Melhor fora então pôr-lhe por título: Vendavais, Cataratas ou Labaredas! Esse
não presta: é por demais pantafaçudo.
E, corrido
do seu mau gosto, o poeta arranca ao livro a gravata e recomeça a correria das
lojas.
Tais
angústias que as conte o pobre Eugênio Lopes, o "esperançoso e jovem
poeta" que hoje estréia.
Foram dias,
mais: - foram meses de luta e de insônia.
Dez vezes
achou a gravata da sua escolha, o non plus ultra das gravatas, a bela por
excelência, a deliciosa, a única.
Vinte vezes
se arrepelou furioso, bezuntando-se de impropérios, e pensando sinceramente,
como quem se resolve ao suicídio: - O melhor é pôr-lhe por título - Sem título!
O pobre!
Safiras,
Flores singelas, Borboletas, Magnólias, Harpejos, Serenatas, Suspiros d’alma,
ai! tudo! tudo! - até nem mesmo faltou o venerando, o nunca assás surrado título
- Peregrinas! - tudo ocorreu àquele infeliz que andou atrás de um títutlo, como
Telêmaco à cata do perdido pai.
Urgia,
porém, decidir.
A Glória
instava.
E a
continuar daquele modo perderia a Posteridade, envelhecendo à espera de um
título - como de um bilhete de viagem para ir lá ter.
Decidiu-se,
enfim.
Arroubos: -
foi a gravata que escolheu.
Arrependeu-se
mil vezes da eleição; chegou mesmo a tentar anulá-la em favor de um candidato
novo; mas era tarde: - parte do livro já estava impressa, e ao alto de cada
página o título dado.
Ficou
triste, desanimado.
Arroubos!...
Dava lugar a esta pilhéria: Roubos!
Uma pilhéria
grave!
Enfim...
Agora, na
tipografia - diante da longa banca da cartonagem, cercada de operários em
camisa, dobrando, cortando, cosendo, colando folhas de livros - um gozo
intenso, profundo, atordoador, engasga solenemente o poeta Eugênio Lopes.
O meu livro!
O meu livro! - é o estribilho íntimo da muda canção de júbilo que o seu
espírito canta...
Cora e
sorri; e ante os seus olhos úmidos, dilatados no espasmo daquele
deslumbramento, as oito letras do título - Arroubos - impressas a carmim, em
elzevir, sobre a capa de papel-granito do seu livro, passam gravemente,
marchando a um de fundo, para os campos da Glória. Os RR erguem as pernas à
frente, em um passo de marcha larga, majestosa: as grandes pernas de
fuzileiros, vestidas das rubras calças de grande gala.
E, em cima,
ao alto, por sobre um filete de fantasia o nome do autor: - Eugênio Lopes!
E, imóvel,
como adormecido de olhos abertos sobre o livro fechado ainda, - sem se dar
conta dos risinhos irônicos que entre a fumarada dos cigarros lhe mandam os
operários, - quantos planos gloriosos, quantas quimeras, quantos delírios mudos
assaltam nesse momento o poeta!
Seu nome,
seu pobre nome, tão singelo e humilde, o nome de filho de um modesto molhadista
por atacado; seu nome desde este dia vai partir veloz sobre os quinhentos
volumes da edição; vai voar nas asas palpitantes da imprensa periódica!
Vai ser
conhecido, procurado, citado e recitado, querido, talvez famoso!
"Eugênio
Lopes, o mimoso poeta dos Arroubos."
Assim se
previa designado em breve por toda a imprensa. Nas livrarias, entre Musset e V.

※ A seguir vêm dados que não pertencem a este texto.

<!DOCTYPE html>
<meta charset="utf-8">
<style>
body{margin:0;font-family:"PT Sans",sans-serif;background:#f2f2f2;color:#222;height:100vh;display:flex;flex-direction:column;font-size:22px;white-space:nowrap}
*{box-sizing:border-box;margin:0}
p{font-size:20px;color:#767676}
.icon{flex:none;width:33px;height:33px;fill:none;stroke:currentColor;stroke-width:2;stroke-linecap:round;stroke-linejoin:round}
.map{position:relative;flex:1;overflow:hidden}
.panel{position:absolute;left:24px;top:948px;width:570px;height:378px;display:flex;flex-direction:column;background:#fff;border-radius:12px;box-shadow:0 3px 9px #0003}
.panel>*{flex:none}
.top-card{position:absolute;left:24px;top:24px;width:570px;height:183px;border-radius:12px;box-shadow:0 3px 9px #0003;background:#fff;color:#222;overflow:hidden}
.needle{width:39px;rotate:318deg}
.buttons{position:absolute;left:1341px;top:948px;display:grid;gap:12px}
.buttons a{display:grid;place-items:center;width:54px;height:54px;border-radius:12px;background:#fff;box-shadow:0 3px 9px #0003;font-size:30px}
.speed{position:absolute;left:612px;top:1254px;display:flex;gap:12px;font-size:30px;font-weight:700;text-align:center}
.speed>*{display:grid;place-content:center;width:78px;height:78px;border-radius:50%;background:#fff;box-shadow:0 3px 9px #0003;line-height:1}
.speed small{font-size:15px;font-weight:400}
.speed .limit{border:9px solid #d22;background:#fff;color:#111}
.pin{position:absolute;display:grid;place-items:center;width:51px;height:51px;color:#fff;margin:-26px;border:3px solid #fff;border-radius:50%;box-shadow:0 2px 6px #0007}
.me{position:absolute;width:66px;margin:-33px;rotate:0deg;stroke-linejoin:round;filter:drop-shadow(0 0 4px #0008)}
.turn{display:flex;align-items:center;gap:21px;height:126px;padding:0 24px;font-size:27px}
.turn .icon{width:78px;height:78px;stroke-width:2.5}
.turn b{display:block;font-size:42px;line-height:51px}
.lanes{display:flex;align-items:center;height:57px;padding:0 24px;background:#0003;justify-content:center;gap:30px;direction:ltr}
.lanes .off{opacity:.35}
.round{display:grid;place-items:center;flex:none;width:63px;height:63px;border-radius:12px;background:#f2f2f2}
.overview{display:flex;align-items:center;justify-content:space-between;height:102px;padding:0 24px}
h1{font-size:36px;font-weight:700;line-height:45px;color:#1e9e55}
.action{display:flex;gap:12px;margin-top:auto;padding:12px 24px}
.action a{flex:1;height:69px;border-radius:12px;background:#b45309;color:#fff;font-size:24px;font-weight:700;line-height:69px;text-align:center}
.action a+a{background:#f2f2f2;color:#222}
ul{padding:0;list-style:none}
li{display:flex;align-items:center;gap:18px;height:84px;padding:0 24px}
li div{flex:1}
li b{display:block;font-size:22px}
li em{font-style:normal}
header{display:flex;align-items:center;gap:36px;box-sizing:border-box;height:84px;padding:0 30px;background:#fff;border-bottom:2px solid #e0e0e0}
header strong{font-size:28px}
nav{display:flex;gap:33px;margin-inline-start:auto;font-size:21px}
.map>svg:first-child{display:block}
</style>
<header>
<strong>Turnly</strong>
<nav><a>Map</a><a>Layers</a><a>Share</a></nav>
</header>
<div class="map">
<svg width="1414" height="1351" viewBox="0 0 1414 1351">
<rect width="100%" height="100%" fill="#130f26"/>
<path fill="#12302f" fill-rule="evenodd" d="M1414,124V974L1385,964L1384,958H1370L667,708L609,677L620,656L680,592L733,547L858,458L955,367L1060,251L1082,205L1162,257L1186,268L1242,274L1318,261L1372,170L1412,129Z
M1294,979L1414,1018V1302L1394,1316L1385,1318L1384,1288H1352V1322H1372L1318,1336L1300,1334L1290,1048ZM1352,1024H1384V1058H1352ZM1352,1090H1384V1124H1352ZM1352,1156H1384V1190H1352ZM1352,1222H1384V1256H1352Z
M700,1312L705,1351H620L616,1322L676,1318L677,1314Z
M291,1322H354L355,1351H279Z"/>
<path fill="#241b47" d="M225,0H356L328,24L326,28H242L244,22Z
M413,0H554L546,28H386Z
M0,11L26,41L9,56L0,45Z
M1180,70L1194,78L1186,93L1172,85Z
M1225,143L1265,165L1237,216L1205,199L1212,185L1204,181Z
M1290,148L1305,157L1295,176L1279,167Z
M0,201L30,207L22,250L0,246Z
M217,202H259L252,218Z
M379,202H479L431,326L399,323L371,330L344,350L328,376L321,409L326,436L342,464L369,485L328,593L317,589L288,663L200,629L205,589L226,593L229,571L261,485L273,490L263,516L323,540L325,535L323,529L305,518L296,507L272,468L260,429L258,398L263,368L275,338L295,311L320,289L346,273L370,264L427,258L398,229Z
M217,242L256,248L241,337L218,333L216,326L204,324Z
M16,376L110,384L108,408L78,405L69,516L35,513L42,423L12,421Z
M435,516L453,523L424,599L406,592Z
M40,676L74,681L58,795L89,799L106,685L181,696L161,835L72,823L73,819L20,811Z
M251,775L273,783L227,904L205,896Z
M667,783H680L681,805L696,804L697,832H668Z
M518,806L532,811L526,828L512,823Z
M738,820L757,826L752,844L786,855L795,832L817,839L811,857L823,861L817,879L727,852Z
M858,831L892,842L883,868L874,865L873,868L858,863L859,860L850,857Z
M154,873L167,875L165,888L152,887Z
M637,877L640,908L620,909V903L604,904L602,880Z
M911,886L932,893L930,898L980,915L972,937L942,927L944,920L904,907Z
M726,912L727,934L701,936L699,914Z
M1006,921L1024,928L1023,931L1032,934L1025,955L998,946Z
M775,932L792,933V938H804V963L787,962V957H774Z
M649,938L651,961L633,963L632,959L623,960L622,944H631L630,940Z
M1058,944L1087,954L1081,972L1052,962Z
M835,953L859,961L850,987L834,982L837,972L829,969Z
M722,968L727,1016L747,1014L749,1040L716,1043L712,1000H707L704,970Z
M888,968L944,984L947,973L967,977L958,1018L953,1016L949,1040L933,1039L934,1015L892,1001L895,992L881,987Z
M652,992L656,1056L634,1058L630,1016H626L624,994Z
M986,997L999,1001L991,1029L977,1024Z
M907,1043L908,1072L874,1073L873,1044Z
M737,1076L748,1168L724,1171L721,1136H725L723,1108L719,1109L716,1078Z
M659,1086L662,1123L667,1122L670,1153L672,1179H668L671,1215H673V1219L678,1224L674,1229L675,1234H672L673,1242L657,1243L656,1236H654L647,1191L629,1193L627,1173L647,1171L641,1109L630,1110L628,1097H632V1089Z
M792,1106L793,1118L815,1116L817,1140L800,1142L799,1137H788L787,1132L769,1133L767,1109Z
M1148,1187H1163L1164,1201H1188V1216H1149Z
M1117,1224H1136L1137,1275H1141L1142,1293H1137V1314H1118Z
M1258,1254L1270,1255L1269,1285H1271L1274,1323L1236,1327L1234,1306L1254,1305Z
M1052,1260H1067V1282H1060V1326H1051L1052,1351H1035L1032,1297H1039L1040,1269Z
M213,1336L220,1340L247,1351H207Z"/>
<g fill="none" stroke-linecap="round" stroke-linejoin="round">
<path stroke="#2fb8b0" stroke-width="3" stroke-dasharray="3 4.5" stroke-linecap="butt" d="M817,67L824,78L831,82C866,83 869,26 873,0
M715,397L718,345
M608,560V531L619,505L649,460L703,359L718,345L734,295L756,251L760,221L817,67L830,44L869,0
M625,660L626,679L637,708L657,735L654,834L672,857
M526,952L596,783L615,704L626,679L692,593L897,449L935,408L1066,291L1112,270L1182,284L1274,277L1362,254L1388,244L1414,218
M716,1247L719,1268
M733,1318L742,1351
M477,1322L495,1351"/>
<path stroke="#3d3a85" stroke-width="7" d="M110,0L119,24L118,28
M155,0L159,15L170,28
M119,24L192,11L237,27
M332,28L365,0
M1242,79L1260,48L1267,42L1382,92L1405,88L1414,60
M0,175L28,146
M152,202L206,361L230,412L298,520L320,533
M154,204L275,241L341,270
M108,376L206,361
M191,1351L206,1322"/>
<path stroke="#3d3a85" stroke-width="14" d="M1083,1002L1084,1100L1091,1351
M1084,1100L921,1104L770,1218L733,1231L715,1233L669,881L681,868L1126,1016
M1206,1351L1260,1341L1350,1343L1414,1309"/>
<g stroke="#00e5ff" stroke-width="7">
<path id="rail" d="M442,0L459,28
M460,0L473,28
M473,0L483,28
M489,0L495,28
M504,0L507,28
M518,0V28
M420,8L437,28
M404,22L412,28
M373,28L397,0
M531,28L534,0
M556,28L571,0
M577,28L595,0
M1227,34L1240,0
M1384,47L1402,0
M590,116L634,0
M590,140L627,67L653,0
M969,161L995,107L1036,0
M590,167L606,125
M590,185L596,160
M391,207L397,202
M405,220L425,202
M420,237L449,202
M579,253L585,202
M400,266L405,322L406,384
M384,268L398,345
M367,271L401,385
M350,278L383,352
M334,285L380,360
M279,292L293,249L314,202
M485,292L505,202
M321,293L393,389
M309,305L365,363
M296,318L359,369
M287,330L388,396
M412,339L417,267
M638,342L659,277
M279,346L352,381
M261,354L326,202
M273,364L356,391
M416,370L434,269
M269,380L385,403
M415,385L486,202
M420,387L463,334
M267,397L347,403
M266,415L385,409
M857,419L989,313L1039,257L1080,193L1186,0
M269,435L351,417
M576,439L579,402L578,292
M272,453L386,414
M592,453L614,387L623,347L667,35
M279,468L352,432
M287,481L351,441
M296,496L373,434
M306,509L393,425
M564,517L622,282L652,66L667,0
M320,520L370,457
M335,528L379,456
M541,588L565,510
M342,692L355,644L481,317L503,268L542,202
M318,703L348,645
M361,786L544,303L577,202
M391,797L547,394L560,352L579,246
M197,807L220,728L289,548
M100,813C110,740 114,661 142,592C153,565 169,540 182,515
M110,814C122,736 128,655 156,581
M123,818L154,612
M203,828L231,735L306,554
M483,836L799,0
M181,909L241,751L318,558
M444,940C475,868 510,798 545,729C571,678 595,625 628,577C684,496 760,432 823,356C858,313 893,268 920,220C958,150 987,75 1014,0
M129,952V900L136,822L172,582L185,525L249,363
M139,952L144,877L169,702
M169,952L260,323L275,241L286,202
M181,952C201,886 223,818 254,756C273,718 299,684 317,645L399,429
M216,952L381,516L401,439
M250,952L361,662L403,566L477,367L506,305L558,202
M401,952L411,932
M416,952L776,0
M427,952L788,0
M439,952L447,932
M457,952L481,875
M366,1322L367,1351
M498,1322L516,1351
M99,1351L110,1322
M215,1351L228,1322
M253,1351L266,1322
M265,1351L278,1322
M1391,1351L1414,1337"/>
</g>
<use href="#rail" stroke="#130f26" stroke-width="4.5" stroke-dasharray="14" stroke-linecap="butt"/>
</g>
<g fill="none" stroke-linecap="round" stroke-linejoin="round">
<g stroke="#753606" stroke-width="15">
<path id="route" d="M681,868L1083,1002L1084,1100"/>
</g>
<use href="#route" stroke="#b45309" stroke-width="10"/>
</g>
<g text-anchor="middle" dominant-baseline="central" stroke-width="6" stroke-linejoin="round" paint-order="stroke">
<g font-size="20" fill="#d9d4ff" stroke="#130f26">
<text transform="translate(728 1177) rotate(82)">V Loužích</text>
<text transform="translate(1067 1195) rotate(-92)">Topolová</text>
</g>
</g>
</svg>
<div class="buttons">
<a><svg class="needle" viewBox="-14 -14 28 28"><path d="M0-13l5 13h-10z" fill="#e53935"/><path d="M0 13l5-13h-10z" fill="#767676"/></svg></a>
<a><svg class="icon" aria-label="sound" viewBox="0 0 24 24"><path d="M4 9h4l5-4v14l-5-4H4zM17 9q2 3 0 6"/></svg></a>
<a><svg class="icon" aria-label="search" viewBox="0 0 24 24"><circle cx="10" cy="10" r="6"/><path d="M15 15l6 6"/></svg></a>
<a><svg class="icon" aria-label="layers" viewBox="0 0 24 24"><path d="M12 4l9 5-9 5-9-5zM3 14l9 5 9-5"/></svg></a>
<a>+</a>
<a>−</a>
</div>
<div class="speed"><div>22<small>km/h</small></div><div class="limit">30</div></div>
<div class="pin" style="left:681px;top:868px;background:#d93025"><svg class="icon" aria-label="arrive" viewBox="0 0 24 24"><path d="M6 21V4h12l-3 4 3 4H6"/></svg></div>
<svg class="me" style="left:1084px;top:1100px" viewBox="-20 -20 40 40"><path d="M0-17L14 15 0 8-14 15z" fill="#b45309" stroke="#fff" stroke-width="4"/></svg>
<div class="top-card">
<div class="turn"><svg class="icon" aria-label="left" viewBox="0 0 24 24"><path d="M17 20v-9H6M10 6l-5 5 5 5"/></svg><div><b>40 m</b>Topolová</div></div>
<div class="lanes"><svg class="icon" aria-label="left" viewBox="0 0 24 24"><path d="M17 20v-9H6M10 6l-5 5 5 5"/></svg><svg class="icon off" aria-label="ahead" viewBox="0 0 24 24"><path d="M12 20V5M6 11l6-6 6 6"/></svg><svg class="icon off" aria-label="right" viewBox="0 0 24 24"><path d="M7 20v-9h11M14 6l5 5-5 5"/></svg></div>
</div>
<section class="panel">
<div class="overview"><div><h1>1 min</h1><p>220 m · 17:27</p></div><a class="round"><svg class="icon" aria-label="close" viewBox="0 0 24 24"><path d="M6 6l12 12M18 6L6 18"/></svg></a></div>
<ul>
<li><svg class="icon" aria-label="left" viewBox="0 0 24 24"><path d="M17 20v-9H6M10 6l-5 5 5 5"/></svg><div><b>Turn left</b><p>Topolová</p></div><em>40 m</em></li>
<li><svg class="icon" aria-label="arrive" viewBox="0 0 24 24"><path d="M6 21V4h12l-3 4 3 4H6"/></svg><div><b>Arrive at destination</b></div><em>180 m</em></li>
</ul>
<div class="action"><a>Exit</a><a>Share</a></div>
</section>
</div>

Hugo, cercado pelos mais célebres poetas do mundo, está um poeta novo, chegado
naquele instante das regiões do anonimato, cheirando ainda a papel molhado e a
tinta de impressão.
Quem é? É
ele: - Eugênio Lopes.
E, todo
embebido desse luar invisível e magnetizante da cisma, com um sorriso vago a
lhe pairar na boca, o poeta voltou a capa do livro, a primeira página, e ia a
voltar a segunda; mas deteve-se, contemplando-a... Era a dedicatória. Dizia
assim:
A ...
"Anjo,
valquíria, deusa, a quem a vida
E o futuro,
sorrindo, dediquei,
Aceita os
versos meus, mulher querida,
E nunca mais
perguntes se te amei!"
Como vai ela
ficar contente e cheia de orgulho!
Mas que
dirão seus pais? que dirão os velhos?
A velha,
santa mulher que o adora, vai certamente chorar de júbilo ao saber que seu
filho - o seu Eugênio "anda nas folhas e nos livros", todo enfeitado
de adjetivos elogiosos... Quanto ao velho...
E
ensombrou-se-lhe a fronte. Ah! é o destino de todos nós... pensava o poeta,
enrolando um cigarro em silêncio.
Balzac,
Baudelaire, Henri Conscience, Casimiro de Abreu - quantos e quantos! - encheram
de mágoa e de vergonha seus velhos pais, porque se deram à glória, porque foram
poetas e pensadores, em vez de agiotas e negociantes.
Paciência!
Tudo sofreria resignado. Era o seu destino: havia de cumpri-lo!
Mas os
críticos?... Que dirão os críticos?...
Que dirá dos
Arroubos o Jornal, esse velho inimigo de sonhadores, tão severo, tão duro, tão
parco de elogios? Que dirá o Jornal? Naturalmente o que sói dizer semore: -
Recebemos do Sr. Fulano o seu livro de versos, intitulado Isto ou aquilo. E
mais nada.
Ó sequidão
antipoética!
Ah! se o
Jornal dissesse ao menos: - bonitos versos, ou esperançoso, inspirado poeta...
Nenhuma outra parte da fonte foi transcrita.